As stated above, Castile is 100% Olive oil. You will likely need to clean your oil before attempting to make soap.


----------



## DeeAnna (Nov 1, 2018)

Yes you can make liquid soap from recycled cooking oil. You may want to wash the used fat with water to remove some of the residues and chemicals that cause unappealing odor and color. Here are some ways of doing that:

https://www.soapqueen.com/bath-and-body-tutorials/tips-and-tricks/render-lard-home/
https://www.soapmakingforum.com/threads/rancid-old-olive-oil-on-soaps.61303/

Would this be "castile" soap? In the sense that soap makers use the word, the answer is no, because the classic original castile is 100% olive oil soap. But in the broader commercial sense of "castile" to mean any vegetable oil soap, then yes.

There's not a great deal of difference between any veggie oil soap and a 100% olive oil soap as far as making it, regardless of whether you use NaOH or KOH.


----------



## Silvia Stieger (Nov 2, 2018)

Thank you for your answers, I will try out!

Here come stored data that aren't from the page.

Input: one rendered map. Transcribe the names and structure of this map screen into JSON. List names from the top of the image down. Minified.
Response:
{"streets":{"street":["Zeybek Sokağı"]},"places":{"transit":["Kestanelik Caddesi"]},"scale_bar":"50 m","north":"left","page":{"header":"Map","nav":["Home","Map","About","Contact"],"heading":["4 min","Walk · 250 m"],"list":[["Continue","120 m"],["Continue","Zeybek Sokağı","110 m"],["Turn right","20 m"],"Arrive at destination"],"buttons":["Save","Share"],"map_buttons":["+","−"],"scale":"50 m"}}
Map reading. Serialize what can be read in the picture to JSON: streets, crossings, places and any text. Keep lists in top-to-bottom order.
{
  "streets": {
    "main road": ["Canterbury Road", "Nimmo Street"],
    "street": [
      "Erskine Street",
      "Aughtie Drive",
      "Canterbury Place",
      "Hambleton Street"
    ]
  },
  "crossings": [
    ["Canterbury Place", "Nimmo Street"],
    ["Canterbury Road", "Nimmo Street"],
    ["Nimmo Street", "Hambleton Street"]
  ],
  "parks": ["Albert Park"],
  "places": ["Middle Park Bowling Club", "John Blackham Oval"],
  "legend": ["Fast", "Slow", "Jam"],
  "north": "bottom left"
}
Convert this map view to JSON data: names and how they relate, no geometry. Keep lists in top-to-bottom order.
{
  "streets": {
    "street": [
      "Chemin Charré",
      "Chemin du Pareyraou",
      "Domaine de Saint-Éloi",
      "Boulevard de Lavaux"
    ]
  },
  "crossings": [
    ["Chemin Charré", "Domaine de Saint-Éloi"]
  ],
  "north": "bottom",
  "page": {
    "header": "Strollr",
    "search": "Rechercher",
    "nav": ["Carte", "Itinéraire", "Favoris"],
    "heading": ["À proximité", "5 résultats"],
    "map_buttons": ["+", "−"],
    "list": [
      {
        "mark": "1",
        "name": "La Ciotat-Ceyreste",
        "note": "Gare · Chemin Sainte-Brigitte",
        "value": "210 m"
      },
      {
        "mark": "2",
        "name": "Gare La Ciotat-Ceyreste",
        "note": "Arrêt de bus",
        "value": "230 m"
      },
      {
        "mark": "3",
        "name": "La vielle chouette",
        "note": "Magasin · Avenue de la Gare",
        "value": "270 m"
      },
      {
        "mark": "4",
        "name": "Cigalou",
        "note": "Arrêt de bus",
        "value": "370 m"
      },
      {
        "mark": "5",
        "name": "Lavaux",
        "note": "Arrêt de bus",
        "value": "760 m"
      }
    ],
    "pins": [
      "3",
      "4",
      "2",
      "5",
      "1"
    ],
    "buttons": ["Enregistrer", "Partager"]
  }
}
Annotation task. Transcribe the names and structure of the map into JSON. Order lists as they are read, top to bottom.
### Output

Another recycling question:
Any experiences replacing KOH with Ash (wood Ash or banana peels & leaves Ash). I live in the tropics so it's an option with the banana residue material.


----------



## BattleGnome (Nov 2, 2018)

I think the problem with using ash is getting the fires hot enough for the appropriate chemical reactions. I’ve never tried it but it might be something to check into before you start


----------



## DeeAnna (Nov 3, 2018)

Wood ash lye would be mostly potassium carbonate, not potassium hydroxide, and a carbonate lye is harder to use to make soap. You can react the wood ash lye with slaked lime to convert it to the hydroxide. You'll  want to test the concentration of either type of lye before use.


----------



## earlene (Nov 11, 2018)

Perhaps some members in your part of the world have used ash in soap making.  I haven't read of many in the US here on SMF who actually do, probably because access to the more reliable chemical versions are so readily available.  I do believe there is at least one member here who knows how to and may make true African Black soap using ash, so maybe you will get an answer should she see your question.


----------



## Silvia Stieger (Nov 14, 2018)

yes black soap, I heard about it. but its produced in Westafrica.

anyway, I realised that making ash lie is more easy to replace caustic soda to do hard soaps.
but to replace KOH it seems quite a mission and I want to do liquid soaps.
unfortunately I only found out this after burning many banana leaves ... 
beginner mistake I guess.
Anyway, after quite a mission of a search I got nicely packed KOH here at the kenyan cost.


----------



## shunt2011 (Nov 14, 2018)

Wood ash lye is KOH not NAOH.  Both are considered caustic soda.   So you are not correct in your statement.  Ash lye will make soft soap with NAOH.  Better suited for Liquid soap.


----------



## DeeAnna (Nov 14, 2018)

Wood ash lye is a solution of water and mostly potassium carbonate (K2CO3). An ancient name for potassium carbonate is _potash_.
Wood ash lye reacted with slaked lime turns into potassium _hydroxide_ (KOH) with the common name of _caustic potash_.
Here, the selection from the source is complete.